We will start by implementing the `Node` class - a simple class that acts like MCTS node and supports some of the MCTS algorithm steps.

This MCTS implementation makes some assumptions about the environment, you can find those _in the notes section at the end of the notebook_.

In [7]:
class Node:
    """A tree node for MCTS.
    
    Each Node corresponds to the result of performing a particular action (self.action)
    in a particular state (self.parent), and is essentially one arm in the multi-armed bandit that
    we model in that state."""

    # metadata:
    parent = None  # parent Node
    qvalue_sum = 0.  # sum of Q-values from all visits (numerator)
    times_visited = 0  # counter of visits (denominator)

    def __init__(self, parent, action, env):
        """
        Creates and empty node with no children.
        Does so by commiting an action and recording outcome.

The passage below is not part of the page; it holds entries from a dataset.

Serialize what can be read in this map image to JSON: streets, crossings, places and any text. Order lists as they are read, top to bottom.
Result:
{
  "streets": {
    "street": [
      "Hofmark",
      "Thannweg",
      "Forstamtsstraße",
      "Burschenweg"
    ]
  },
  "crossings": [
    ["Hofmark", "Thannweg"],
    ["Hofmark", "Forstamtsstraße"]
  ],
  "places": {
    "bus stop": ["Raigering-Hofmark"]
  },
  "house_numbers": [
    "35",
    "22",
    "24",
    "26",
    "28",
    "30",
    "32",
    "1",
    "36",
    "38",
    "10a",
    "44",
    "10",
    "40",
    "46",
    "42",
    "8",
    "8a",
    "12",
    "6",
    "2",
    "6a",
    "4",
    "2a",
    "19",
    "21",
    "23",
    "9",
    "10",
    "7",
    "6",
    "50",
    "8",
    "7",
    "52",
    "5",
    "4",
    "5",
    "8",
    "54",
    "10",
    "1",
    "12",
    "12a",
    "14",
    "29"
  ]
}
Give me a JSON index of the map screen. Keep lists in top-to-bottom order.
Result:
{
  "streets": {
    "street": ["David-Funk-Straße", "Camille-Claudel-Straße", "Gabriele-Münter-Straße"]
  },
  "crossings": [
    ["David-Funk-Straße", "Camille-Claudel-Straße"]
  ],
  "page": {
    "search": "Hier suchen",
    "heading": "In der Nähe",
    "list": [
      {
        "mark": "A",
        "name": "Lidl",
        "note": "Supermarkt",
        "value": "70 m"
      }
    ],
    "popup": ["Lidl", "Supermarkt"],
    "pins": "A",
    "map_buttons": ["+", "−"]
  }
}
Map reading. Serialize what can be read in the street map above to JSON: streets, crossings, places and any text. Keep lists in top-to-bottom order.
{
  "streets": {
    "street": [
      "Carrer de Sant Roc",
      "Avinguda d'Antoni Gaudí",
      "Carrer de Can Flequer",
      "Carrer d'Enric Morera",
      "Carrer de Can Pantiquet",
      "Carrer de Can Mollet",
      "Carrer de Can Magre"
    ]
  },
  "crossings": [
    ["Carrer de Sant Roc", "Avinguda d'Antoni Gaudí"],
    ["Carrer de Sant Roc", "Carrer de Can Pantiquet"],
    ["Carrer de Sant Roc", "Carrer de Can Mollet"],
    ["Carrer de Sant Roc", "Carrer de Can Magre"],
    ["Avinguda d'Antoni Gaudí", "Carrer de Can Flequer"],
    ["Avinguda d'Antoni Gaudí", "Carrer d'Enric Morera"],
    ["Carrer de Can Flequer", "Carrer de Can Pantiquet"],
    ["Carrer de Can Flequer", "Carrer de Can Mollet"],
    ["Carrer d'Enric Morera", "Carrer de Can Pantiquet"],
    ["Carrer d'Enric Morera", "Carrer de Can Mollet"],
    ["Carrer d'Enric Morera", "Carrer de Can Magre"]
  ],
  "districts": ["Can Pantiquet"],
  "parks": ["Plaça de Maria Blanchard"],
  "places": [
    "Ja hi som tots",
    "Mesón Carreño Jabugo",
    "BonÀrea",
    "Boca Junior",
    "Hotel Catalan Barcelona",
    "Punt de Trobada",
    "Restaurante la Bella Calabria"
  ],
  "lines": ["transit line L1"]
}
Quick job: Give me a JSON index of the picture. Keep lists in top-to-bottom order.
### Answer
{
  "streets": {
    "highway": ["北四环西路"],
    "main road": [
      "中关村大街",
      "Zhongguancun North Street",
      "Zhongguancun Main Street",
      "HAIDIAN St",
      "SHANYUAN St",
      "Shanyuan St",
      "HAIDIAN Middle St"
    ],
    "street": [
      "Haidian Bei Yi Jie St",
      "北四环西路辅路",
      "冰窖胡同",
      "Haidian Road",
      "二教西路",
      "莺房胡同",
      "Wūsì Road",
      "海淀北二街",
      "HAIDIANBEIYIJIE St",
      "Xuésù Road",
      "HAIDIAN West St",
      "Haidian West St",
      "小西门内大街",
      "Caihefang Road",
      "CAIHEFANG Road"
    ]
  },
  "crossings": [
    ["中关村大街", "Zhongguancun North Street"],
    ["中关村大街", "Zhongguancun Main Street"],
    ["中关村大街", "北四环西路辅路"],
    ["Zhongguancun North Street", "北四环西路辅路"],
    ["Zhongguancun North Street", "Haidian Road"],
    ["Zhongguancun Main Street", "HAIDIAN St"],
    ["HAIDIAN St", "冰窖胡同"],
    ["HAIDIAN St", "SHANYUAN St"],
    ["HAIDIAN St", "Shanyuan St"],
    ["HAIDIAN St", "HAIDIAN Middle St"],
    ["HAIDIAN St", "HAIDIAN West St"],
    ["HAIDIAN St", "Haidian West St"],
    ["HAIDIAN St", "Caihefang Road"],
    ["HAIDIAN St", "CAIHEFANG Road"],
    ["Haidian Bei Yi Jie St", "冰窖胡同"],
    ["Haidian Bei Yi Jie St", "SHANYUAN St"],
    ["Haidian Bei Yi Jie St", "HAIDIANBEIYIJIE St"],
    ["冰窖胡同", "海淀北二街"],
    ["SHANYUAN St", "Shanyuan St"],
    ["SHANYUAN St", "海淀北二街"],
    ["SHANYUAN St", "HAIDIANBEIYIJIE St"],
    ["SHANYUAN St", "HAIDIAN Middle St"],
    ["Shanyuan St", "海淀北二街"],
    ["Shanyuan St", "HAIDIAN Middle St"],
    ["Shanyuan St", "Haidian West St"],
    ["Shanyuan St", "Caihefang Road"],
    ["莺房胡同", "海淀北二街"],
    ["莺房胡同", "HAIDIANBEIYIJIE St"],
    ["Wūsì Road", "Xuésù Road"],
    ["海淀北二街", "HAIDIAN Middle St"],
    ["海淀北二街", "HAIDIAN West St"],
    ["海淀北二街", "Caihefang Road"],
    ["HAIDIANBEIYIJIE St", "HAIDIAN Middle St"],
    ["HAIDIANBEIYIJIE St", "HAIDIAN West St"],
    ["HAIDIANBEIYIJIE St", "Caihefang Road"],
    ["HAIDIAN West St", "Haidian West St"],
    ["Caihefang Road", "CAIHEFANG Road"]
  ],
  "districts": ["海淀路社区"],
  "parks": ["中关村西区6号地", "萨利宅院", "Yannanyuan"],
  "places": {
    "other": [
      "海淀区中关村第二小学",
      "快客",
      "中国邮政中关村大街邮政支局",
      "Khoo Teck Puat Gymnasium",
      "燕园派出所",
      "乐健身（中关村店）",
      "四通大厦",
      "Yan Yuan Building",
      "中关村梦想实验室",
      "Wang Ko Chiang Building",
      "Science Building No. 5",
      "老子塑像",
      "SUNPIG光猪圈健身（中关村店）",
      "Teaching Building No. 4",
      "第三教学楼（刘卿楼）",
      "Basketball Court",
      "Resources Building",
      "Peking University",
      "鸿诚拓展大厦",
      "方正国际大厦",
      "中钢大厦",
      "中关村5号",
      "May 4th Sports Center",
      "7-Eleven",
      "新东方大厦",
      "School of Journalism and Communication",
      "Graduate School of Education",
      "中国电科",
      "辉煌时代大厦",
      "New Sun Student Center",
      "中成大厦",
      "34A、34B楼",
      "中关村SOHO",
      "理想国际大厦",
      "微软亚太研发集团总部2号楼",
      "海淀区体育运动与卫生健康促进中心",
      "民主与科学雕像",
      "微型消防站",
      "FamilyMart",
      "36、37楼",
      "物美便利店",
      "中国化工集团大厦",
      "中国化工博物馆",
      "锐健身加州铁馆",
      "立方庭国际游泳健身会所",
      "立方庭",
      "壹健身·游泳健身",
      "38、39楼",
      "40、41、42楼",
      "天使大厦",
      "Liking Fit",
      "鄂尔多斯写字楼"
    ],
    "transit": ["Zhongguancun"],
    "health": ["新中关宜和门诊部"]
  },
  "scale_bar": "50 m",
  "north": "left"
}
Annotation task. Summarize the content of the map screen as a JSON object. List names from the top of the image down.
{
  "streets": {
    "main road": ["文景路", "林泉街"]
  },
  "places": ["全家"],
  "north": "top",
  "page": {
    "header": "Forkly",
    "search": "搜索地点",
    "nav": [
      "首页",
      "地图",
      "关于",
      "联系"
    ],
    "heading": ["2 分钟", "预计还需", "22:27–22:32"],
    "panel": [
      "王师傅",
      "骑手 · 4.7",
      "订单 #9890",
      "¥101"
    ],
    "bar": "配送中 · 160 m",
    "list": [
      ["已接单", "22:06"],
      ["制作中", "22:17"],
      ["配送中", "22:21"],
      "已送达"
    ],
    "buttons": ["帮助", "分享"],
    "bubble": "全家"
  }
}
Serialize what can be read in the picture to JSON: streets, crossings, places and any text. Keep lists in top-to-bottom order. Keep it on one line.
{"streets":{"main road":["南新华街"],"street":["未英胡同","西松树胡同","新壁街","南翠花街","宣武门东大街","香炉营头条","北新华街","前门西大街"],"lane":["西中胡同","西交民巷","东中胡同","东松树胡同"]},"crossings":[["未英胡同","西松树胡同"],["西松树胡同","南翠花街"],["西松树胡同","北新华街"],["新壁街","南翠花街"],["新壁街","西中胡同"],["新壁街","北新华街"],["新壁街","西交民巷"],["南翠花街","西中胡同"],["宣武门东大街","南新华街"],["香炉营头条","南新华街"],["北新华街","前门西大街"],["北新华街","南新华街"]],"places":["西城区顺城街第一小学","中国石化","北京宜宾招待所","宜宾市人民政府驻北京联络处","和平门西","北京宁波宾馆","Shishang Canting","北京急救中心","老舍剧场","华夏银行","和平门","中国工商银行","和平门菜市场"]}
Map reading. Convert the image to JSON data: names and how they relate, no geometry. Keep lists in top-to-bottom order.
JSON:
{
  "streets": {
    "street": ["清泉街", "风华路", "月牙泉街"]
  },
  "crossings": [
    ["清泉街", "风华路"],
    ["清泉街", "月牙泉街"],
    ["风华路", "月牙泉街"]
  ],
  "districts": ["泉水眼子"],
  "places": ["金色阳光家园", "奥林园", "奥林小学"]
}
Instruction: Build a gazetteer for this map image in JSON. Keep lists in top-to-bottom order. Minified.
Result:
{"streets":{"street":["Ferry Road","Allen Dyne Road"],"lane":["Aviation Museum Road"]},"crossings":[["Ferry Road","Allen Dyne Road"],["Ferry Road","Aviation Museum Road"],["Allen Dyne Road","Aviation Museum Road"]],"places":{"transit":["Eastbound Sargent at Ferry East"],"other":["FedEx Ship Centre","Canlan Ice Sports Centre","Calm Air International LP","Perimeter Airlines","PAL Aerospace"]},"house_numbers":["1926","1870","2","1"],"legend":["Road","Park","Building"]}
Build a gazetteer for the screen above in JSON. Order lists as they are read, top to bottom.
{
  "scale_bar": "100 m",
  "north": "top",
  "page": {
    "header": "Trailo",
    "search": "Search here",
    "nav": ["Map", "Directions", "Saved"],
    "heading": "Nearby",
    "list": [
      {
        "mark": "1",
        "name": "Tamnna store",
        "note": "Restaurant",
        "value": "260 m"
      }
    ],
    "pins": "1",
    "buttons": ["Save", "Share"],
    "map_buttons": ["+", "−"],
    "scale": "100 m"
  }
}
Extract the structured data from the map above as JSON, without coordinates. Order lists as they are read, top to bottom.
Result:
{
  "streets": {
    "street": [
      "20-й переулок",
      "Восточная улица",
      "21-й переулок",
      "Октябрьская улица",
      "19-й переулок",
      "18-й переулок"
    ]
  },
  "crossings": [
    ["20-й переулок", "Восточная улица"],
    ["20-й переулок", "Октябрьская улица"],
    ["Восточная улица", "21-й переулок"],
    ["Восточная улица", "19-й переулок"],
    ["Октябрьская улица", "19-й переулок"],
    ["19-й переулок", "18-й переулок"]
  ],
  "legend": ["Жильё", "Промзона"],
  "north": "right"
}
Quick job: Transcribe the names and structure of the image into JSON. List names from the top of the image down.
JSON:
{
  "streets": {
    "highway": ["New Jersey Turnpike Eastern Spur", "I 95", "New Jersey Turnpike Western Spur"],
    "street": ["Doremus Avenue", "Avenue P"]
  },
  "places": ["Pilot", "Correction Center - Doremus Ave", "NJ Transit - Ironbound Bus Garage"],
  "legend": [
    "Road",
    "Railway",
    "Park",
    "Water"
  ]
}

        :param parent: parent Node
        :param action: action to commit from parent Node
        """

        self.env = env
        self.parent: Node = parent
        self.action = action
        self.children = set()  # set of child nodes

        # get action outcome and save it
        res = self.env.step_with_snapshot(parent.snapshot, action)
        self.snapshot, self.observation, self.immediate_reward, terminated, truncated, _ = res
        self.is_done = terminated or truncated

    def is_leaf(self):
        return len(self.children) == 0

    def is_root(self):
        return self.parent is None

    def get_qvalue_estimate(self):
        return self.qvalue_sum / self.times_visited if self.times_visited != 0 else 0

    def ucb_score(self, scale=10, max_value=1e30):
        """
        Computes ucb1 upper bound using current value and visit counts for node and it's parent.

        :param scale: Multiplies upper bound by that. From Hoeffding inequality,
                      assumes reward range to be [0, scale].
        :param max_value: a value that represents infinity (for unvisited nodes).

        """

        if self.times_visited == 0:
            return max_value

        # compute ucb-1 additive component (to be added to mean value)
        # hint: you can use self.parent
        # U = <YOUR CODE>
        """<codehere>"""
        N_tot = self.parent.times_visited
        n_a = self.times_visited
        U = np.sqrt(2 * np.log(N_tot) / n_a)
        """</codehere>"""

        return self.get_qvalue_estimate() + scale * U

    # MCTS steps

    def select_best_child(self, greedy: bool):
        best_child, best_score = None, None
        for child_node in self.children:
            score = child_node.get_qvalue_estimate() if greedy else child_node.ucb_score()

            if best_child is None or score > best_score:
                best_child = child_node
                best_score = score
                
        return best_child
        
    
    def select_best_leaf(self):
        """
        Picks the leaf with the highest priority to expand.
        Does so by recursively picking nodes with the best UCB-1 score until it reaches a leaf.
        """
        if self.is_leaf():
            return self

        # Select the child node with the highest UCB score. You might want to implement some heuristics
        # to break ties in a smart way, although CartPole should work just fine without them.
        # best_child = <YOUR CODE>
        """<codehere>"""
        best_child = self.select_best_child(greedy=False)
        """</codehere>"""

        return best_child.select_best_leaf()

    def expand(self):
        """
        Expands the current node by creating all possible child nodes.
        Then returns one of those children.
        """

        assert not self.is_done, "can't expand from terminal state"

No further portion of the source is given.